HOW TO COMPLETE THIS TASK:
What you return must be the lines from the first one below through the one containing "Summarize the content", exactly and with pictures excluded.
=== Section Start ===
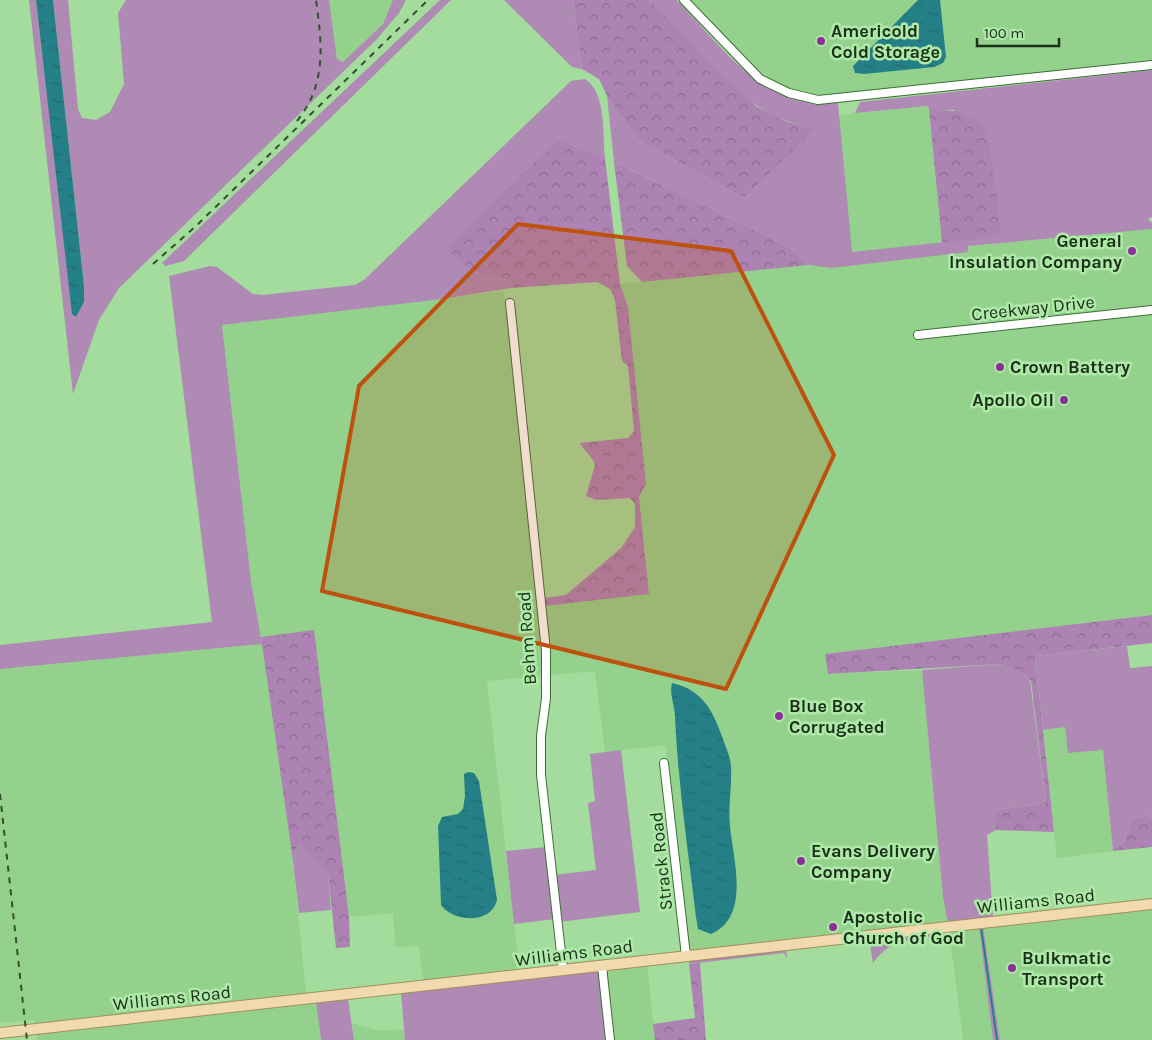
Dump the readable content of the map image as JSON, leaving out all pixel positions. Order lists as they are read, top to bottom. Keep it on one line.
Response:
{"streets":{"main road":["Williams Road"],"street":["Creekway Drive","Behm Road","Strack Road"]},"crossings":[["Behm Road","Williams Road"],["Strack Road","Williams Road"]],"places":["Americold Cold Storage","General Insulation Company","Crown Battery","Apollo Oil","Blue Box Corrugated","Evans Delivery Company","Apostolic Church of God","Bulkmatic Transport"],"scale_bar":"100 m"}
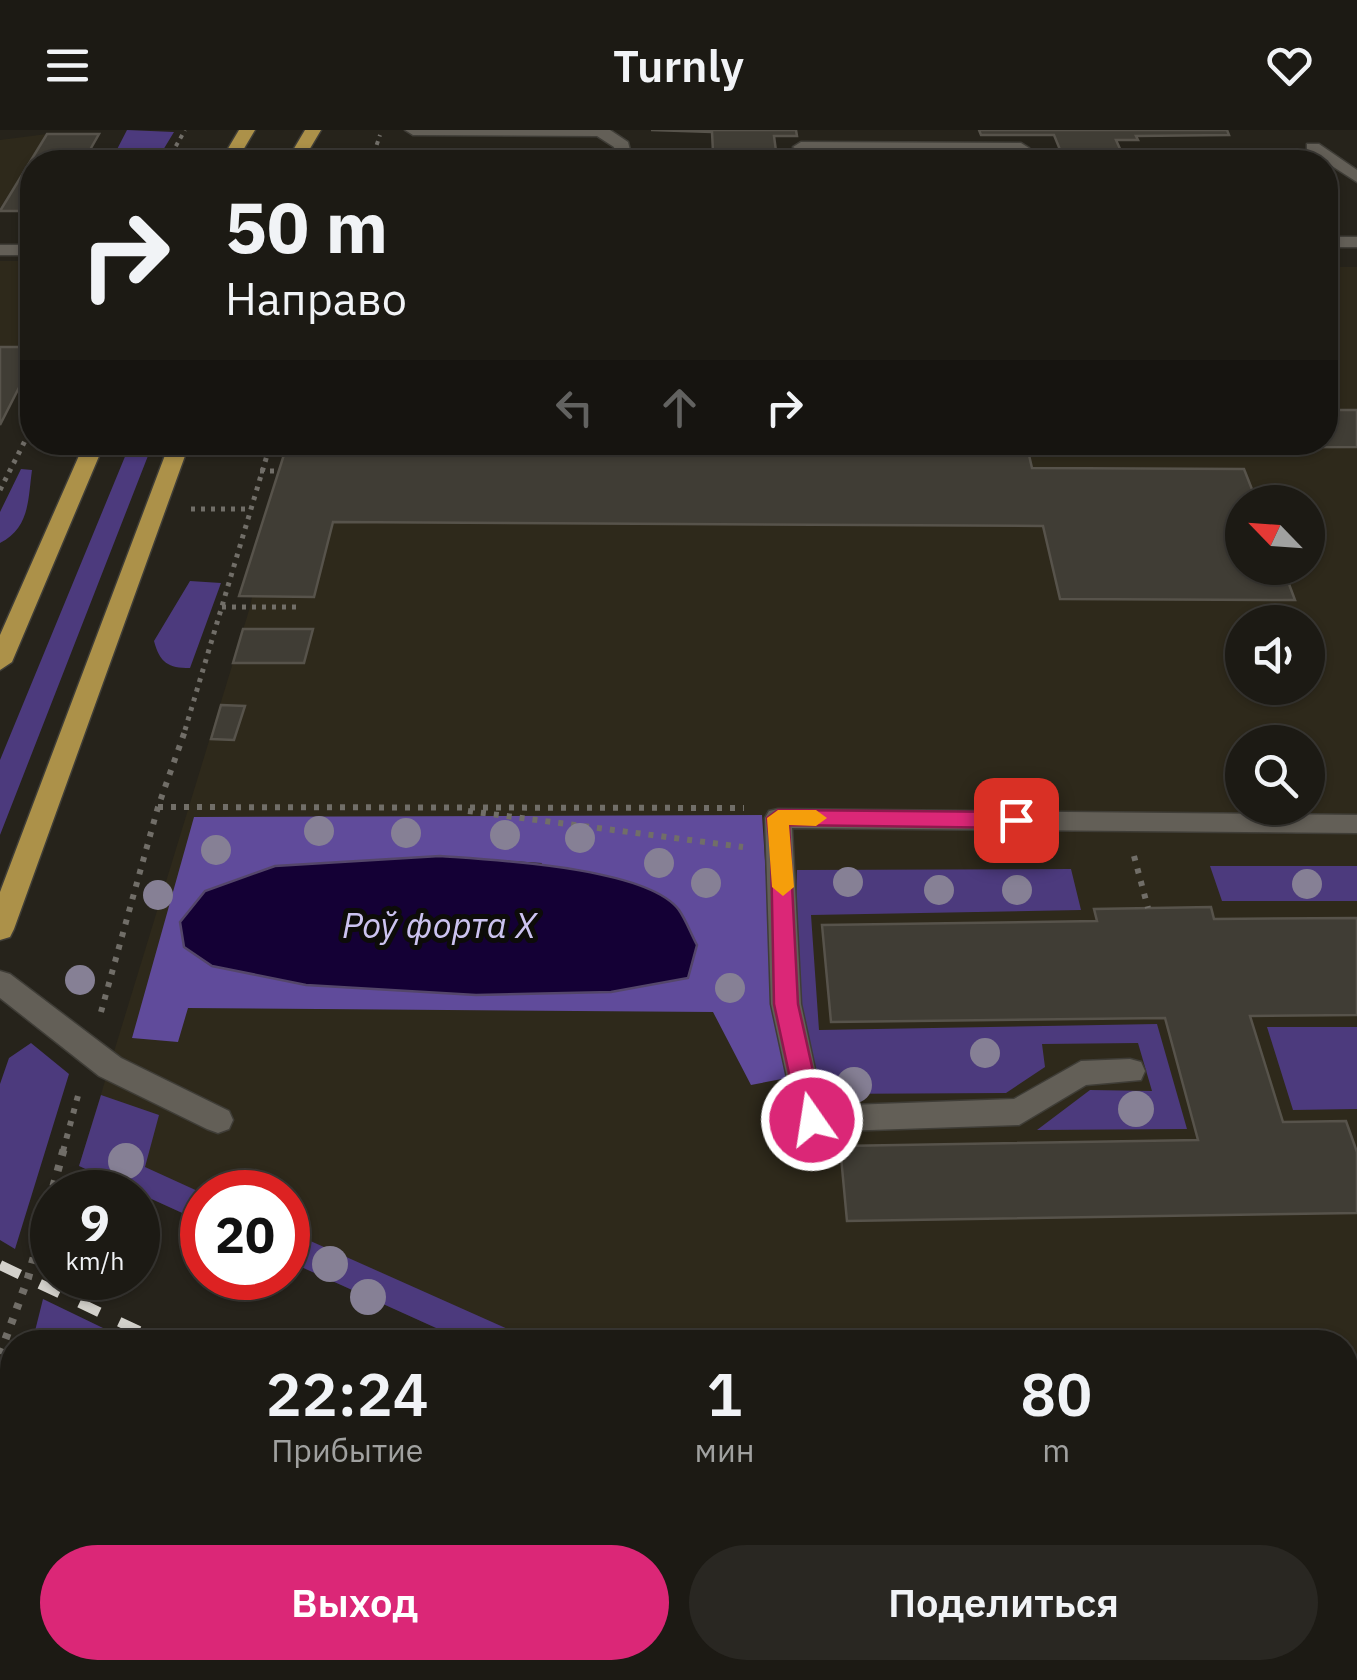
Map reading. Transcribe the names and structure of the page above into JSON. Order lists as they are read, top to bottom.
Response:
{
  "water": ["Роў форта X"],
  "north": "top left",
  "page": {
    "header": "Turnly",
    "turn": ["50 m", "Направо"],
    "speed": "9 km/h",
    "limit": "20",
    "eta": [
      "22:24",
      "Прибытие",
      "1",
      "мин",
      "80",
      "m"
    ],
    "buttons": ["Выход", "Поделиться"]
  }
}
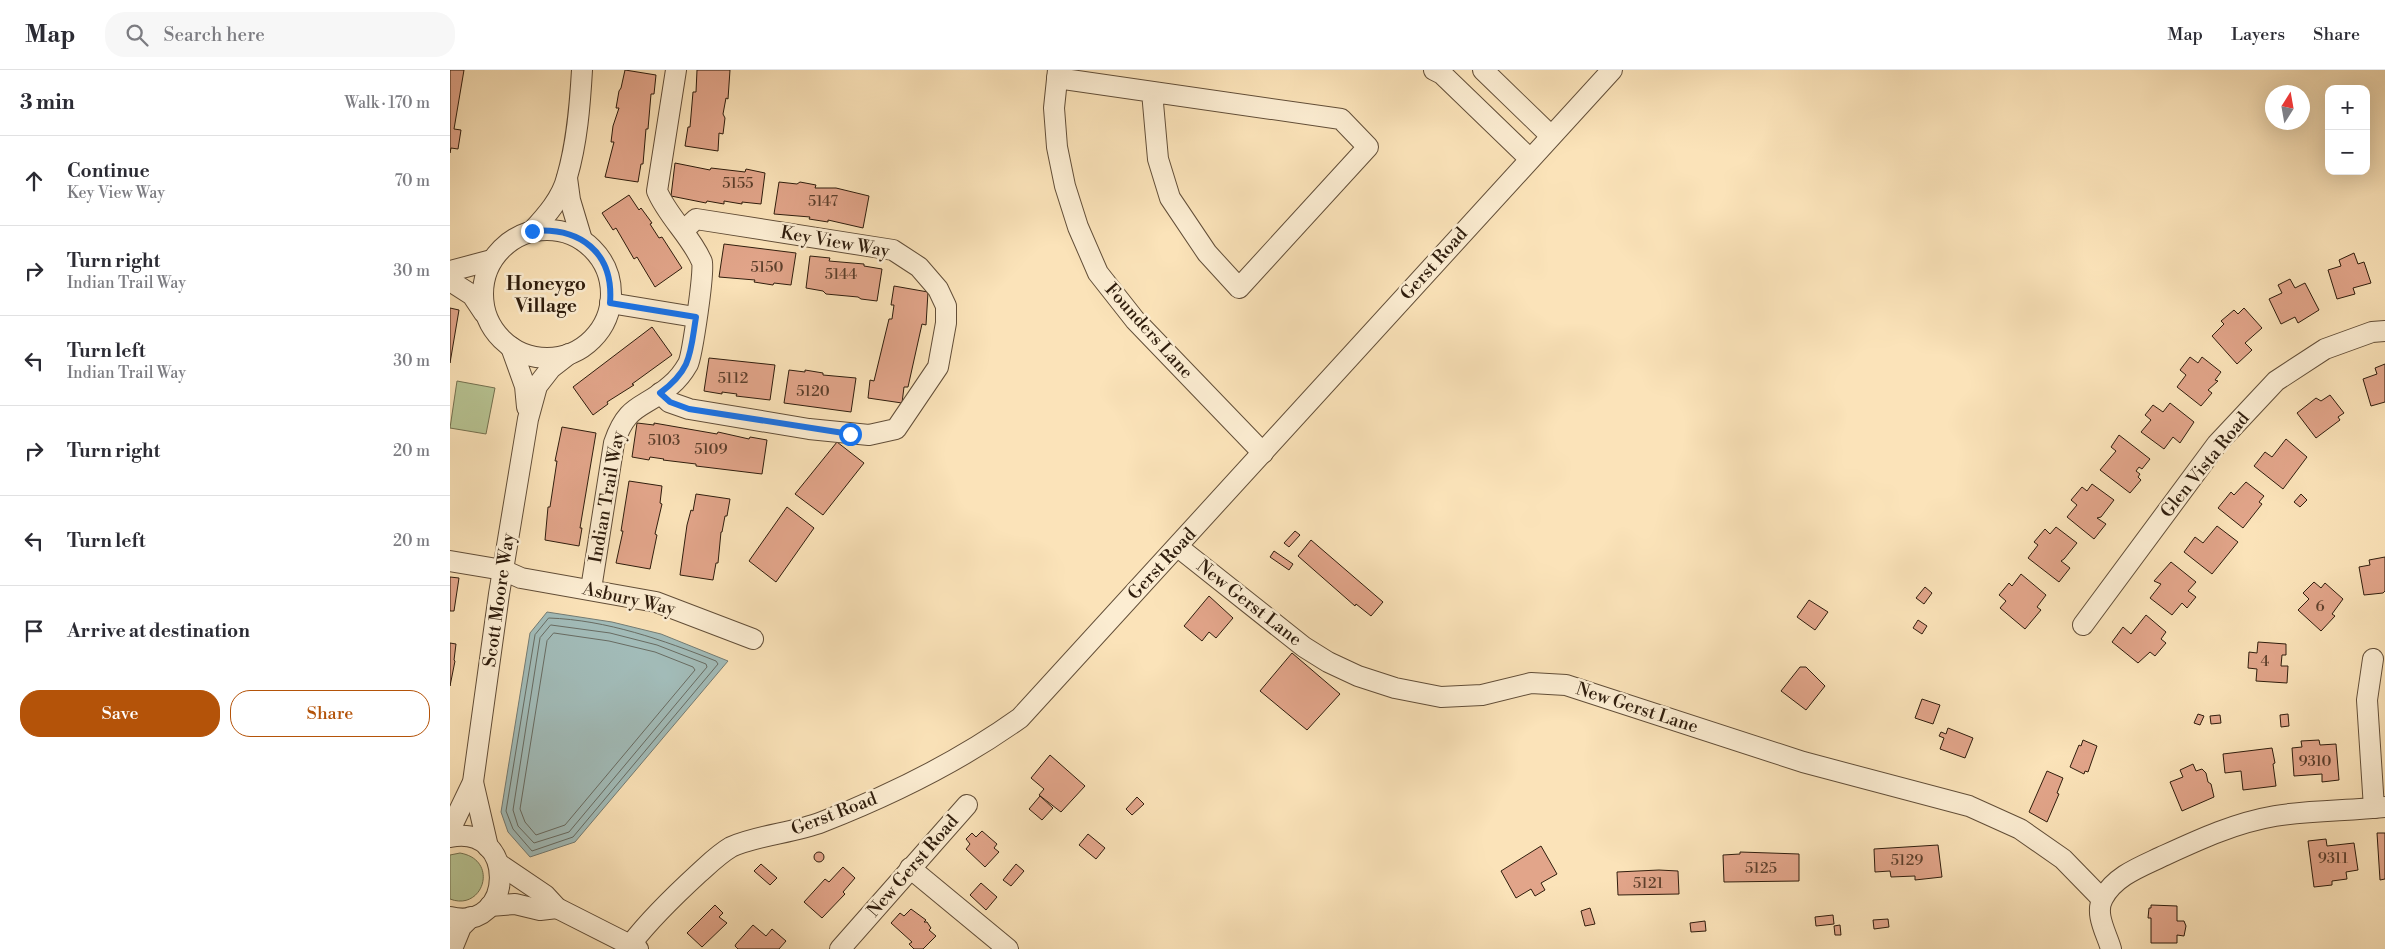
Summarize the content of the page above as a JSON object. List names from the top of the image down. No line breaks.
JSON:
{"streets":{"street":["Key View Way","Gerst Road","Founders Lane","Glen Vista Road","Indian Trail Way","Asbury Way","Scott Moore Way","New Gerst Lane","New Gerst Road"]},"crossings":[["Key View Way","Indian Trail Way"],["Gerst Road","Founders Lane"],["Gerst Road","New Gerst Lane"],["Indian Trail Way","Asbury Way"],["Asbury Way","Scott Moore Way"]],"districts":["Honeygo Village"],"house_numbers":["5155","5147","5150","5144","5112","5120","5103","5109","6","4","9310","9311","5129","5125","5121"],"north":"top","page":{"header":"Map","search":"Search here","nav":["Map","Layers","Share"],"heading":["3 min","Walk · 170 m"],"map_buttons":["+","−"],"list":[["Continue","Key View Way","70 m"],["Turn right","Indian Trail Way","30 m"],["Turn left","Indian Trail Way","30 m"],["Turn right","20 m"],["Turn left","20 m"],"Arrive at destination"],"buttons":["Save","Share"]}}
=== Section End ===
REPLY:
Dump the readable content of the map image as JSON, leaving out all pixel positions. Order lists as they are read, top to bottom. Keep it on one line.
Response:
{"streets":{"main road":["Williams Road"],"street":["Creekway Drive","Behm Road","Strack Road"]},"crossings":[["Behm Road","Williams Road"],["Strack Road","Williams Road"]],"places":["Americold Cold Storage","General Insulation Company","Crown Battery","Apollo Oil","Blue Box Corrugated","Evans Delivery Company","Apostolic Church of God","Bulkmatic Transport"],"scale_bar":"100 m"}
Map reading. Transcribe the names and structure of the page above into JSON. Order lists as they are read, top to bottom.
Response:
{
  "water": ["Роў форта X"],
  "north": "top left",
  "page": {
    "header": "Turnly",
    "turn": ["50 m", "Направо"],
    "speed": "9 km/h",
    "limit": "20",
    "eta": [
      "22:24",
      "Прибытие",
      "1",
      "мин",
      "80",
      "m"
    ],
    "buttons": ["Выход", "Поделиться"]
  }
}
Summarize the content of the page above as a JSON object. List names from the top of the image down. No line breaks.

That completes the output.